Por fim o conde melhorou e o rei voltou da guerra; chegou a casa e disse-lhe a filha mais nova: — «Meu par, quer os ramos juntos ou cada um por sua vez?» — «Quero-os cada um por sua vez, como eu os dei.» Ella mostrou o seu ramo ao pae e depois passou-o ás outras que cada uma por sua vez o mostraram ao pae, que julgou vêr os tres ramos e ficou muito contente por elles estarem verdes.

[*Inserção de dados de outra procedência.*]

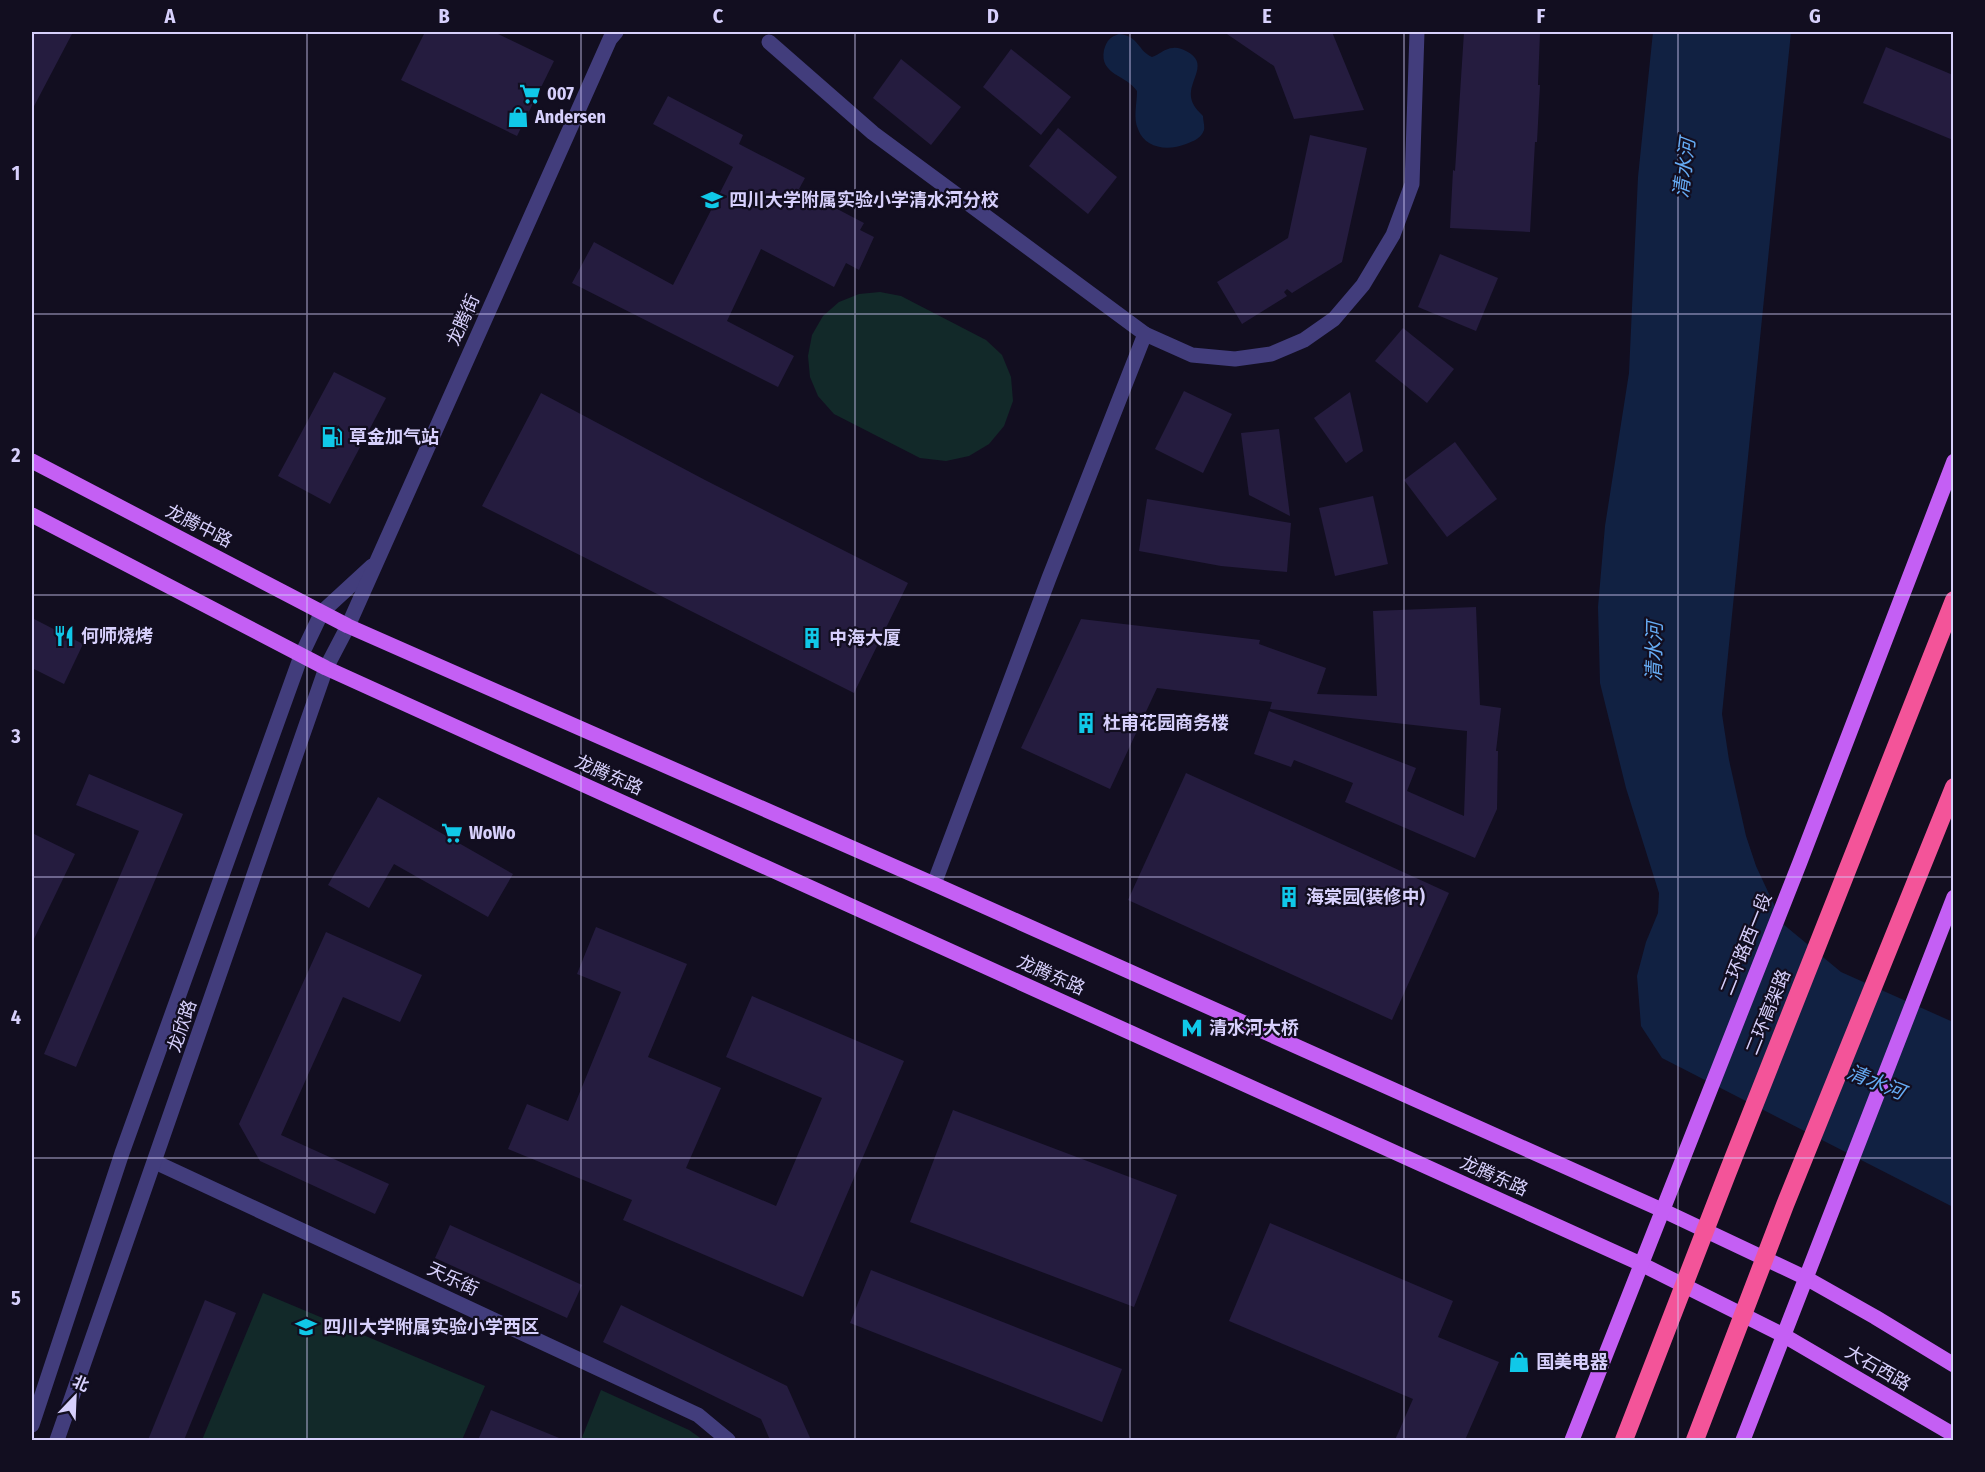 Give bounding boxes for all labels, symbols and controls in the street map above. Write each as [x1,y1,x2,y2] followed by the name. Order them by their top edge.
[164,4,177,28] text: A
[438,4,450,28] text: B
[713,4,724,28] text: C
[987,4,999,28] text: D
[1262,4,1272,28] text: E
[1537,4,1546,28] text: F
[1809,4,1821,28] text: G
[518,82,542,106] supermarket icon: 007
[547,83,574,105] place label: 007
[506,105,530,129] shop icon: Andersen
[534,106,606,128] place label: Andersen
[1668,133,1700,199] water label: 清水河
[12,161,20,185] text: 1
[700,188,724,212] school or university icon: 四川大学附属实验小学清水河分校
[729,189,999,211] place label: 四川大学附属实验小学清水河分校
[442,291,484,349] street label: 龙腾街
[320,425,344,449] fuel station icon: 草金加气站
[349,426,439,448] place label: 草金加气站
[10,443,21,467] text: 2
[162,500,236,552] street label: 龙腾中路
[1641,618,1667,682] water label: 清水河
[52,624,76,648] restaurant icon: 何师烧烤
[81,625,153,647] place label: 何师烧烤
[800,626,824,650] building icon: 中海大厦
[829,627,901,649] place label: 中海大厦
[1074,711,1098,735] building icon: 杜甫花园商务楼
[1103,712,1229,734] place label: 杜甫花园商务楼
[10,724,21,748] text: 3
[572,750,646,800] street label: 龙腾东路
[440,821,464,845] supermarket icon: WoWo
[469,822,516,844] place label: WoWo
[1277,885,1301,909] building icon: 海棠园(装修中)
[1306,886,1425,908] place label: 海棠园(装修中)
[1716,890,1776,998] street label: 二环路西一段
[1014,950,1088,1000] street label: 龙腾东路
[1741,966,1795,1058] street label: 二环高架路
[163,997,201,1055] street label: 龙欣路
[11,1005,21,1029] text: 4
[1180,1016,1204,1040] metro station icon: 清水河大桥
[1209,1017,1299,1039] place label: 清水河大桥
[1844,1060,1912,1106] water label: 清水河
[1457,1151,1531,1201] street label: 龙腾东路
[424,1258,482,1300] street label: 天乐街
[11,1286,21,1310] text: 5
[294,1315,318,1339] school or university icon: 四川大学附属实验小学西区
[323,1316,539,1338] place label: 四川大学附属实验小学西区
[1841,1340,1915,1396] street label: 大石西路
[1507,1350,1531,1374] shop icon: 国美电器
[1536,1351,1608,1373] place label: 国美电器
[45,1367,105,1427] north arrow
[70,1372,92,1396] text: 北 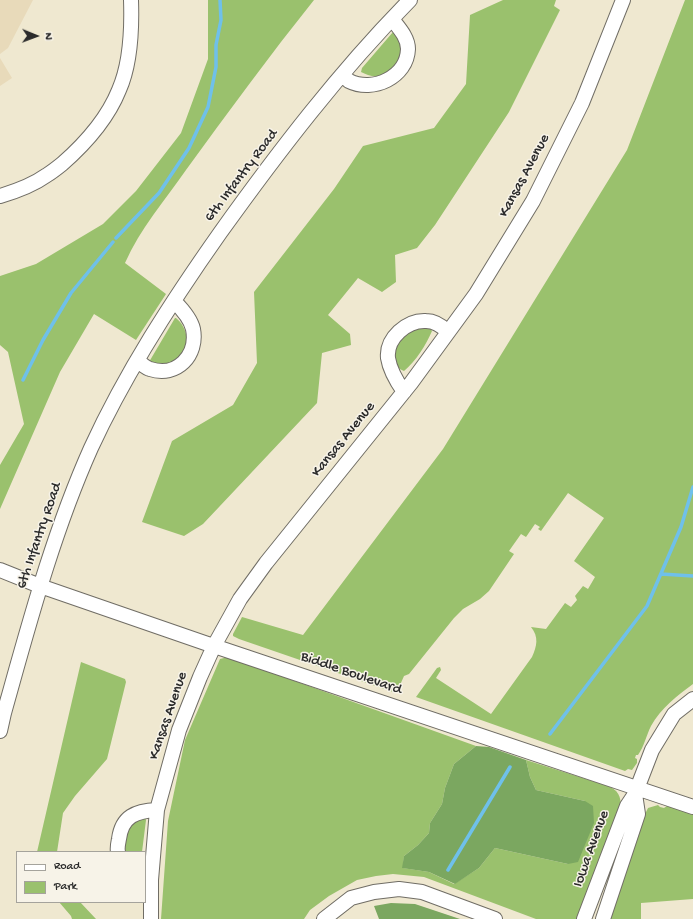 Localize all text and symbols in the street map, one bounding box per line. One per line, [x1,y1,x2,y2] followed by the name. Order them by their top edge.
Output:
[16,16,56,56] north arrow
[42,33,54,40] text: N
[201,126,283,226] street label: 6th Infantry Road
[496,131,554,221] street label: Kansas Avenue
[308,399,380,481] street label: Kansas Avenue
[13,480,67,592] street label: 6th Infantry Road
[298,648,404,700] street label: Biddle Boulevard
[146,670,192,762] street label: Kansas Avenue
[570,808,614,890] street label: Iowa Avenue
[16,851,146,903] legend
[54,860,80,874] text: Road
[54,880,77,894] text: Park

O conde foi pedir ao rei a filha mais nova e o rei disse-lhe que sim; disse-o á filha e ella respondeu: — «Não, meu pae, não o quero.» — «Filha, dei a minha palavra: tu has de casar com elle. — «Meu pae, não quero.» Por fim não teve remedio senão casar com o conde; mas emquanto esteve o ajuntamento dos convidados a beber e a jogar e a dançar, ella vae ao quarto em que havia de dormir e pegou n'um ôdre de mel e pôl-o na cama e apertou uma parte d'elle com uma corda fingindo assim uma cabeça e metteu-se debaixo da cama, segurando a ponta da corda. Elle veiu-se deitar. Chegou dentro do quarto e fechou a porta e disse: — «Ora, D. Esvintola, hoje é o teu dia derradeiro. Lembras-te de quando eu te rasguei o vestido?» E deu com a espada no ôdre, suppondo ser ella, e Esvintola por baixo puxava pela corda para assenar que sim, que se lembrava. — «Lembras-te de quando me descalçaste as botas?» E ella assenava que se lembrava e elle no ôdre com a espada. — «Lembras-te quando me botaste ao poço? E ella assenava que sim que se lembrava e elle dava-lhe com a espada. — «Lembra-te a ti, diabo, quando me déste a cóça?» E ella assenava que sim e elle deu com toda a força no ôdre e o mel saltou-lhe aos beiços e elles exclamou:

«Ai! D. Esvintola,
Tão brava na vida
E tão doce na morte!»

E ella saiu de debaixo da cama e disse: — «Ai! meu marido, aqui estou viva; perdôa-me que se eu fosse tão tola não estava agora aqui.»

(Ourilhe.)




Notas do autor[editar]

  1. Caiu porque lhe embaraçavam os pés os canos das botas.